In 1868 Newman built the house which is the subject of this article, about a block from his drugstore, and a block from the important junction where Parmenter Street crossed the railway. It is a fairly simply styled two-story house with a gabled-ell footprint. The walls are cream brick made in Edgerton, sitting on a limestone foundation. The windows are six-over-six sash, with stone sills and lintels. The walls are topped by a frieze board, and then a rather low-pitched gable roof. A porch spans the whole front of the house, supported by turned posts decorated with brackets. The front door is framed in sidelights and transom. Inside are narrow wood floors, plaster walls, and some of the woodwork is painted to look like wood grain.

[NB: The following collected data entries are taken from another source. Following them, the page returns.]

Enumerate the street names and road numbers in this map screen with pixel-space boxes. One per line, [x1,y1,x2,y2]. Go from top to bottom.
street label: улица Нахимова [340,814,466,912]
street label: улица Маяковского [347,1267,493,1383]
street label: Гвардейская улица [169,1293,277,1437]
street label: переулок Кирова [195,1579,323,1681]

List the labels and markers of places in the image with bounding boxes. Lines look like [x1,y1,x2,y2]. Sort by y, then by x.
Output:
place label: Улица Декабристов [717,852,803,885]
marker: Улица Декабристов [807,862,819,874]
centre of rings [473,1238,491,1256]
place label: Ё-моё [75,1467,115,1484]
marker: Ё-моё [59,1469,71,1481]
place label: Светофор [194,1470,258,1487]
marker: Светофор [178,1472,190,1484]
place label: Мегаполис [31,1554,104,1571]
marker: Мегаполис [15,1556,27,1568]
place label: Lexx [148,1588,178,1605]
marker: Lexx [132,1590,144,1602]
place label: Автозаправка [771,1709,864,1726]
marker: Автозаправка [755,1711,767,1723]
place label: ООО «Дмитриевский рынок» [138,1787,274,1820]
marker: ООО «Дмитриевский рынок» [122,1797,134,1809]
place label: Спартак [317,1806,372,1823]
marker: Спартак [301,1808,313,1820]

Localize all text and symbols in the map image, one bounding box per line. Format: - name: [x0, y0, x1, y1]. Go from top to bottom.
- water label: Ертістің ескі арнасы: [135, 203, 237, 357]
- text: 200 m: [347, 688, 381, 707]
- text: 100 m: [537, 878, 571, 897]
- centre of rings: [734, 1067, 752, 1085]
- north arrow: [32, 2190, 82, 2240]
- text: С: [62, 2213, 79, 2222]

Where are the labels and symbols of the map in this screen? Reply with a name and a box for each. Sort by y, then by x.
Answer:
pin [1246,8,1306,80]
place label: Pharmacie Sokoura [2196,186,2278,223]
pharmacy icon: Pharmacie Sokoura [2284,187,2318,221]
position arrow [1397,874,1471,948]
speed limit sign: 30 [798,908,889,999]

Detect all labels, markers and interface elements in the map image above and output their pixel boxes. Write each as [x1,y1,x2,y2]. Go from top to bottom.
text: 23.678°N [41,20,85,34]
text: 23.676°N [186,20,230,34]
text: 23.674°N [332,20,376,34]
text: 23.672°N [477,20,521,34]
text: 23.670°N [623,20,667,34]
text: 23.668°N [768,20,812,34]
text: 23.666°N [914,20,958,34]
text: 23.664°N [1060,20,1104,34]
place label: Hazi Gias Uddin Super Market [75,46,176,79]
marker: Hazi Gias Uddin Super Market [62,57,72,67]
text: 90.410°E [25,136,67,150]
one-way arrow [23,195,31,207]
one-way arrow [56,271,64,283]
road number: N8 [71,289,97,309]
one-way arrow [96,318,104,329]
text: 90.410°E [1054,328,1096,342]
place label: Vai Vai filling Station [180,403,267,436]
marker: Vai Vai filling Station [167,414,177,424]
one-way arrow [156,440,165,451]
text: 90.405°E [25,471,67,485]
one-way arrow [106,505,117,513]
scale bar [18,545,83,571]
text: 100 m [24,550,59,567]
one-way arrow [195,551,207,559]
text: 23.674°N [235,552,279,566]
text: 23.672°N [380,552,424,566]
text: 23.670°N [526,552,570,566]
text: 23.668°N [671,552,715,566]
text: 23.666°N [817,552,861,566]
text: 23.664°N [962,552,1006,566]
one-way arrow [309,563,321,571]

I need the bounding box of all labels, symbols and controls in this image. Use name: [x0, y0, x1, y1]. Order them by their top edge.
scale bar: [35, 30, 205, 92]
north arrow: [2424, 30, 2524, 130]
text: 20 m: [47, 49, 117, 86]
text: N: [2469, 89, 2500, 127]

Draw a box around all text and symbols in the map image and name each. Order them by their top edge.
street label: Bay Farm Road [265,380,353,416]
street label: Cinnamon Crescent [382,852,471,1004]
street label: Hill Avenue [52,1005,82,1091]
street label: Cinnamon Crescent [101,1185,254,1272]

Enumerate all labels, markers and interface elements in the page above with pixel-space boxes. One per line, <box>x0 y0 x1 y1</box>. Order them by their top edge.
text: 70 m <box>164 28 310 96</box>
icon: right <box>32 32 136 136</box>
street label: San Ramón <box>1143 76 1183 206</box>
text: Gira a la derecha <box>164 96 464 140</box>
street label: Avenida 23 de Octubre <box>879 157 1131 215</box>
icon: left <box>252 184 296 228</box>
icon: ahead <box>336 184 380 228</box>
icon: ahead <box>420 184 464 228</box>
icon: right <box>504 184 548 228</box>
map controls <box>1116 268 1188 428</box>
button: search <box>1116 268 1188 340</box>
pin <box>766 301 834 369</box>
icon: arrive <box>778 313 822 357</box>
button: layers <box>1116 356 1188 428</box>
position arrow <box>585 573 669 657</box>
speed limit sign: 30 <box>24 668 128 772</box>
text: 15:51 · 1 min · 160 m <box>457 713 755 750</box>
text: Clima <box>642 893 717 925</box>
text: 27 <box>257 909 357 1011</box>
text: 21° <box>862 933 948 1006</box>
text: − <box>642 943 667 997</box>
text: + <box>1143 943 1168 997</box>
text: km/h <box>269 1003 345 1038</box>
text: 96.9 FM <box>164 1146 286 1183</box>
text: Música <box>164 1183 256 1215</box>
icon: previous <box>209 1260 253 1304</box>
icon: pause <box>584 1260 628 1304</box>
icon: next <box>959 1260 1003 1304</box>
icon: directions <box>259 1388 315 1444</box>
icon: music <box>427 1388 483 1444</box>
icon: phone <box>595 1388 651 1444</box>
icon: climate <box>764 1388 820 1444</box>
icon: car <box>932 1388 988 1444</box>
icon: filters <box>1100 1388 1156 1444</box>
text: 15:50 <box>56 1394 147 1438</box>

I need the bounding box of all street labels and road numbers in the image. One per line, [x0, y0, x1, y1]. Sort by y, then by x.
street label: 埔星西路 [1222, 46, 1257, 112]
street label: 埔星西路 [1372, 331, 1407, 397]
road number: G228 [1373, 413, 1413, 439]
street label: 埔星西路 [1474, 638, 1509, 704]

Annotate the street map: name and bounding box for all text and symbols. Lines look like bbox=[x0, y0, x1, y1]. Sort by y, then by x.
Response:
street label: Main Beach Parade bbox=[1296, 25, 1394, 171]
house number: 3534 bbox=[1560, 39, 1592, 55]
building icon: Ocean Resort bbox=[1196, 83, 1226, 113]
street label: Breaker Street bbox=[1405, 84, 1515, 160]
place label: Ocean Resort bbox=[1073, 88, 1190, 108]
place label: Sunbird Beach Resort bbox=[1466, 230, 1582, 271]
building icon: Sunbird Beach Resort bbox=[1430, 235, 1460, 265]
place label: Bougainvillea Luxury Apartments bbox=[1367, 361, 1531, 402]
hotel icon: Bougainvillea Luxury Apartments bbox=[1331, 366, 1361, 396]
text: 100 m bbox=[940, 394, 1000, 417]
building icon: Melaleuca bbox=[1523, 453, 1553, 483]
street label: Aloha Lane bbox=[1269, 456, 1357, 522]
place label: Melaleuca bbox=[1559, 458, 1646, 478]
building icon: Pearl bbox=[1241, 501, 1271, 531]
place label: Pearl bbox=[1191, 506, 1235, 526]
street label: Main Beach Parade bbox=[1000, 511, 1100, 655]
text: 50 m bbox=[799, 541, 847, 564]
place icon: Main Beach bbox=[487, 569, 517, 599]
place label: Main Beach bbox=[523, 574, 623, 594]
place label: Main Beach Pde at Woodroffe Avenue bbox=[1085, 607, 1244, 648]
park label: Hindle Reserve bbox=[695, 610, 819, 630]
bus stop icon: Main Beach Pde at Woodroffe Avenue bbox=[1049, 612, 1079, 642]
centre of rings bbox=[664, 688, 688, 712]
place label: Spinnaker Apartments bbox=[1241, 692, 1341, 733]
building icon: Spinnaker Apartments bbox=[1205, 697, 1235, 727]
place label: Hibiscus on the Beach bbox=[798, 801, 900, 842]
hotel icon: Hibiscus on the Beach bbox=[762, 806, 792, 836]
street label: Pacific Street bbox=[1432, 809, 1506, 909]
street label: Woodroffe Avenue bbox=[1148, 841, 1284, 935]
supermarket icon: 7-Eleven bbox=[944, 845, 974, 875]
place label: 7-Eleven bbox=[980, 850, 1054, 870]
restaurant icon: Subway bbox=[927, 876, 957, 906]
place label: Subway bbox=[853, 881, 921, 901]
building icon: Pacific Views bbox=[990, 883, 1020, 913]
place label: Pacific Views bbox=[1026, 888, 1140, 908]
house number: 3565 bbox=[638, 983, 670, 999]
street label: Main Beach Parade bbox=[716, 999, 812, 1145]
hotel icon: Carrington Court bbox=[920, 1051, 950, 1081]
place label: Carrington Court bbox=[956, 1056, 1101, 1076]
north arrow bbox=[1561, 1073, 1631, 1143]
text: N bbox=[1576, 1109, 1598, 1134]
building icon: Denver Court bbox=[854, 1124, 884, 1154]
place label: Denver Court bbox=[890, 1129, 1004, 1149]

The two doctors Rowley established a "pest house" outside of town along Pheasant Branch Creek, (Note: Source says "Somewhere along Middleton Creek between Middleton and Pheasant Branch, hidden under brush and trees, are the remains of what was once the Pest House." However, there are no other records of a Middleton Creek; it was most likely Pheasant Branch Creek.) where people with smallpox could be cared for while under quarantine. The Rowleys also helped start the Presbyterian church in Middleton and then the Baptist church, helped found Masonic Lodge #180 in 1870, and N.C. was a charter member of the Odd Fellows Lodge.

Newman died in 1871. His son A.A. continued the practice, moving into his father's house with his wife and children. When A.A. died in 1902, his son Antinous Gilbert took over the practice. In 1909 A.G. built a new house at 7320 Rowley Avenue, but other relatives lived in N.C.'s house on Hubbard St. A.G. continued practice until 1955. When he retired, the three generations of Rowleys had provided medical care in western Dane County for 105 years.

Rowley descendants lived in the house until 1989. Then the Middleton Area Historical Society bought the house. They rebuilt the front porch, restored some parts of the house to be more historically authentic, and now use it as a house museum and their headquarters.